**THE PROBLEM**
Each record, in full, must be restated word for word.
[Opening MATERIALS PROVIDED section]
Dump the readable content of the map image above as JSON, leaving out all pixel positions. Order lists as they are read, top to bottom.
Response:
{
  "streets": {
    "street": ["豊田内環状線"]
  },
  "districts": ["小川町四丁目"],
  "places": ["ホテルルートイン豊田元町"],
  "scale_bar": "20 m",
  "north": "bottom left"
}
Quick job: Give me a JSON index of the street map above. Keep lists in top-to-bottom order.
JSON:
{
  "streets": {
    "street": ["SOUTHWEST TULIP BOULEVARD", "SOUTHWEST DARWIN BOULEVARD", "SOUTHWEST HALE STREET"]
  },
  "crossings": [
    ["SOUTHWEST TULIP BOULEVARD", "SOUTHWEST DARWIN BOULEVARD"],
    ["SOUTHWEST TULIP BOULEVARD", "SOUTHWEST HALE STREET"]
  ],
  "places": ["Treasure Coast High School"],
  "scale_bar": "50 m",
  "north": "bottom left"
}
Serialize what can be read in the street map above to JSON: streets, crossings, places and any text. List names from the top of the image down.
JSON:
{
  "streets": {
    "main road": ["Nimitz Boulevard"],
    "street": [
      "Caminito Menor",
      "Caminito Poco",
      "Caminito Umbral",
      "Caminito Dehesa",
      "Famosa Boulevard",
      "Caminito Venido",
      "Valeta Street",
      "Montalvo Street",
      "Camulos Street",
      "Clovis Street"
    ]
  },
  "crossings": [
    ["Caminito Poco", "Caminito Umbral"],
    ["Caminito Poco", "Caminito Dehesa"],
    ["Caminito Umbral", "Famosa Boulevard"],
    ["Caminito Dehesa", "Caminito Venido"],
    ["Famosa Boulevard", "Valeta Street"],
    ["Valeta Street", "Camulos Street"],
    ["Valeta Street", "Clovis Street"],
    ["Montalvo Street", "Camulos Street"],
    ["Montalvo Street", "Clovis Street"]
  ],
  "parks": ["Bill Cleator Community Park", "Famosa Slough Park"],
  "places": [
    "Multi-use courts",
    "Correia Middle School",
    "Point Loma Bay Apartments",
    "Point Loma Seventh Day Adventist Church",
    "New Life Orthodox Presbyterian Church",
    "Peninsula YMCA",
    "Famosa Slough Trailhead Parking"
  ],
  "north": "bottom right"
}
[Closing MATERIALS PROVIDED section]
**TASK OUTPUT**
Dump the readable content of the map image above as JSON, leaving out all pixel positions. Order lists as they are read, top to bottom.
Response:
{
  "streets": {
    "street": ["豊田内環状線"]
  },
  "districts": ["小川町四丁目"],
  "places": ["ホテルルートイン豊田元町"],
  "scale_bar": "20 m",
  "north": "bottom left"
}
Quick job: Give me a JSON index of the street map above. Keep lists in top-to-bottom order.
JSON:
{
  "streets": {
    "street": ["SOUTHWEST TULIP BOULEVARD", "SOUTHWEST DARWIN BOULEVARD", "SOUTHWEST HALE STREET"]
  },
  "crossings": [
    ["SOUTHWEST TULIP BOULEVARD", "SOUTHWEST DARWIN BOULEVARD"],
    ["SOUTHWEST TULIP BOULEVARD", "SOUTHWEST HALE STREET"]
  ],
  "places": ["Treasure Coast High School"],
  "scale_bar": "50 m",
  "north": "bottom left"
}
Serialize what can be read in the street map above to JSON: streets, crossings, places and any text. List names from the top of the image down.
JSON:
{
  "streets": {
    "main road": ["Nimitz Boulevard"],
    "street": [
      "Caminito Menor",
      "Caminito Poco",
      "Caminito Umbral",
      "Caminito Dehesa",
      "Famosa Boulevard",
      "Caminito Venido",
      "Valeta Street",
      "Montalvo Street",
      "Camulos Street",
      "Clovis Street"
    ]
  },
  "crossings": [
    ["Caminito Poco", "Caminito Umbral"],
    ["Caminito Poco", "Caminito Dehesa"],
    ["Caminito Umbral", "Famosa Boulevard"],
    ["Caminito Dehesa", "Caminito Venido"],
    ["Famosa Boulevard", "Valeta Street"],
    ["Valeta Street", "Camulos Street"],
    ["Valeta Street", "Clovis Street"],
    ["Montalvo Street", "Camulos Street"],
    ["Montalvo Street", "Clovis Street"]
  ],
  "parks": ["Bill Cleator Community Park", "Famosa Slough Park"],
  "places": [
    "Multi-use courts",
    "Correia Middle School",
    "Point Loma Bay Apartments",
    "Point Loma Seventh Day Adventist Church",
    "New Life Orthodox Presbyterian Church",
    "Peninsula YMCA",
    "Famosa Slough Trailhead Parking"
  ],
  "north": "bottom right"
}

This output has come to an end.